**INPUT DATA**.
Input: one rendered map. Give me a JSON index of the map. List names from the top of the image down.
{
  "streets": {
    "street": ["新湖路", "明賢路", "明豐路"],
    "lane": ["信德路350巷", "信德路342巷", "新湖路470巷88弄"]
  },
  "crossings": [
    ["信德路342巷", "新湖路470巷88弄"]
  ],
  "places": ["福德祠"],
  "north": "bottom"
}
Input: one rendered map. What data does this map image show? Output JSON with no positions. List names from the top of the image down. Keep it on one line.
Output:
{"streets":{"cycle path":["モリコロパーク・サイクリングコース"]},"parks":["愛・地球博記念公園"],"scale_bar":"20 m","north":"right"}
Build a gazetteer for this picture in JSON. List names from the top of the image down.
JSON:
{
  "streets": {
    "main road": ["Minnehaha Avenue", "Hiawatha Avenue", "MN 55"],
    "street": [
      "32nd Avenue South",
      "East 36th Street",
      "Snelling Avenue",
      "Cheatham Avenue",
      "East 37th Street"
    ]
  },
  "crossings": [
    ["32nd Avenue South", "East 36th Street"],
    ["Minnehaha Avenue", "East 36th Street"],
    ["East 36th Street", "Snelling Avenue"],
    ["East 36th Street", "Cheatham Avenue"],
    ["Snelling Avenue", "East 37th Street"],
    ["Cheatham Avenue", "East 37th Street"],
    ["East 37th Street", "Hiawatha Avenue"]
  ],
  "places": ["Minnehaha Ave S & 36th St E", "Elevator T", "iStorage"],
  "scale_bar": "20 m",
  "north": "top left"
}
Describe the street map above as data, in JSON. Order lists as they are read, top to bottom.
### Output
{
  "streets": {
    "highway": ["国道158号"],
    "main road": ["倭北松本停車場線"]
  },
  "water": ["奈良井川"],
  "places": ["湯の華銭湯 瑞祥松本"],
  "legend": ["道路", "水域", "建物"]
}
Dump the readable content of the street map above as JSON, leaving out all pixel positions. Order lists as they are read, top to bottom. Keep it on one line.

**WHAT IS NEEDED**. Return the full data, every line of it, with nothing altered.

**WRITTEN ANSWER**.
Input: one rendered map. Give me a JSON index of the map. List names from the top of the image down.
{
  "streets": {
    "street": ["新湖路", "明賢路", "明豐路"],
    "lane": ["信德路350巷", "信德路342巷", "新湖路470巷88弄"]
  },
  "crossings": [
    ["信德路342巷", "新湖路470巷88弄"]
  ],
  "places": ["福德祠"],
  "north": "bottom"
}
Input: one rendered map. What data does this map image show? Output JSON with no positions. List names from the top of the image down. Keep it on one line.
Output:
{"streets":{"cycle path":["モリコロパーク・サイクリングコース"]},"parks":["愛・地球博記念公園"],"scale_bar":"20 m","north":"right"}
Build a gazetteer for this picture in JSON. List names from the top of the image down.
JSON:
{
  "streets": {
    "main road": ["Minnehaha Avenue", "Hiawatha Avenue", "MN 55"],
    "street": [
      "32nd Avenue South",
      "East 36th Street",
      "Snelling Avenue",
      "Cheatham Avenue",
      "East 37th Street"
    ]
  },
  "crossings": [
    ["32nd Avenue South", "East 36th Street"],
    ["Minnehaha Avenue", "East 36th Street"],
    ["East 36th Street", "Snelling Avenue"],
    ["East 36th Street", "Cheatham Avenue"],
    ["Snelling Avenue", "East 37th Street"],
    ["Cheatham Avenue", "East 37th Street"],
    ["East 37th Street", "Hiawatha Avenue"]
  ],
  "places": ["Minnehaha Ave S & 36th St E", "Elevator T", "iStorage"],
  "scale_bar": "20 m",
  "north": "top left"
}
Describe the street map above as data, in JSON. Order lists as they are read, top to bottom.
### Output
{
  "streets": {
    "highway": ["国道158号"],
    "main road": ["倭北松本停車場線"]
  },
  "water": ["奈良井川"],
  "places": ["湯の華銭湯 瑞祥松本"],
  "legend": ["道路", "水域", "建物"]
}
Dump the readable content of the street map above as JSON, leaving out all pixel positions. Order lists as they are read, top to bottom. Keep it on one line.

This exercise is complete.